On Wednesday night I had the great honour of joining Chelmsford Morris (the men’s group) to find out what off-season folk dancing looked like. The blinding white suits and buckled waistcoats were nowhere to be seen. Instead, a friendly gaggle of men in jeans and polo shirts were there to greet me.
My reason for being there was essentially an occupational afterthought to a previous piece I had written about this particular club’s concerns for its future given an apparent dearth of “fit, mildly eccentric” men.
Thankfully, since writing that piece, two men have stepped out of their own doors and up to the plate (two women have also since joined).
But it all begged a question – what does the future hold for Morris dancing?

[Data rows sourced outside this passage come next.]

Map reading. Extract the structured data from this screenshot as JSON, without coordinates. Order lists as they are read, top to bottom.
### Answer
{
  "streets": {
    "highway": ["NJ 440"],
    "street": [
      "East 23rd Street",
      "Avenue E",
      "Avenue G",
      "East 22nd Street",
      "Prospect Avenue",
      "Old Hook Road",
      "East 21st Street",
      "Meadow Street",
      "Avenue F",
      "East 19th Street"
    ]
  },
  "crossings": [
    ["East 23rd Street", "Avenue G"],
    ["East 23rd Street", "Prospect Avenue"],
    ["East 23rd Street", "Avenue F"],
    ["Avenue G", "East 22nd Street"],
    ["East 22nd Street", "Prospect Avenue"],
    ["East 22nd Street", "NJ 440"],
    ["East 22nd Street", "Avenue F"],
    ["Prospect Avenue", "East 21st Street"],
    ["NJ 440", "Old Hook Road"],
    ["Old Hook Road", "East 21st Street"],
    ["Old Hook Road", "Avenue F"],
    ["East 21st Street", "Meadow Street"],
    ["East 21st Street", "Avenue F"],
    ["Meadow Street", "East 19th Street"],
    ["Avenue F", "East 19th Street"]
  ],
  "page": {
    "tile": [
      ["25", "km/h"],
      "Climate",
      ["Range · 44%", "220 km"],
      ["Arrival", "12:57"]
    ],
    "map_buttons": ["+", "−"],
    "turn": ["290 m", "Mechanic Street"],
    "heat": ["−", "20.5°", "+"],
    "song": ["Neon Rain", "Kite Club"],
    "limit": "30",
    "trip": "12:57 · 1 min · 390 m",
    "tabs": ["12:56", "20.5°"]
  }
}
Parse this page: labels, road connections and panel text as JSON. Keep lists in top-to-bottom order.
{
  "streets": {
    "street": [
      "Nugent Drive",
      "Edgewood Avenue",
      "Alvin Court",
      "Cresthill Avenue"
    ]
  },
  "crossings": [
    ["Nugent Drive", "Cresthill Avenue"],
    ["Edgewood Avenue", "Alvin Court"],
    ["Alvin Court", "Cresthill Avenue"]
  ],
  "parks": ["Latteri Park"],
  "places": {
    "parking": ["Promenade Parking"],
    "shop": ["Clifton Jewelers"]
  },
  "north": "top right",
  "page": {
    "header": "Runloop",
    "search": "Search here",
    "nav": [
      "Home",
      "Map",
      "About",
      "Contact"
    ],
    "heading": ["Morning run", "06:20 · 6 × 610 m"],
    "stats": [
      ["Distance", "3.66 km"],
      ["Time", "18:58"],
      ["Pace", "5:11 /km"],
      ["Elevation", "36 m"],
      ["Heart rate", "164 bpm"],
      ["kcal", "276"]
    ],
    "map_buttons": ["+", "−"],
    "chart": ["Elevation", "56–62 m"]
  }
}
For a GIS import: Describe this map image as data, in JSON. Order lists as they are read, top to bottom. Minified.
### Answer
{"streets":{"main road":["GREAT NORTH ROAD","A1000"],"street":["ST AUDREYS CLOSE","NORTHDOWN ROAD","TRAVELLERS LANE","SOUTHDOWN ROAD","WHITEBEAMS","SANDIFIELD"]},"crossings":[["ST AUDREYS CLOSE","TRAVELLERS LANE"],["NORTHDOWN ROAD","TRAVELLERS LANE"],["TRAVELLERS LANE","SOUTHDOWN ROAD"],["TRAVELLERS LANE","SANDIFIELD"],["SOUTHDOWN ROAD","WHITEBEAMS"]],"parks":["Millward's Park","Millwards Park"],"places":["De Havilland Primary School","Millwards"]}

I have a confession to make. I first saw Morris dancing in the Woolshops area of Halifax. I was 11 or 12 years old and out with friends. We mocked the dancers. I felt the whole episode was rather embarrassing. In my mind Morris was consigned to those activities – like shouting about God in the middle of a street (usually atop a box) or walking around as a human A-board sign – that were early warning signs all was not quite right inside.
Invited to join in for a dance, those views formed in mid childhood began to stir.
But only briefly. Because – and this might be an age thing – I found something quite wonderful in this increasingly anti-social age that a group of guys would meet up, get some exercise, immerse themselves in Centuries-old folk culture without a care of what people thought of them and then go for a pint.
Perhaps, I thought, joining a Morris group is actually an early warning sign that all is very right inside. And looking at the club’s newest members (one is 30 years old), I think the future of Morris might be very rosy indeed.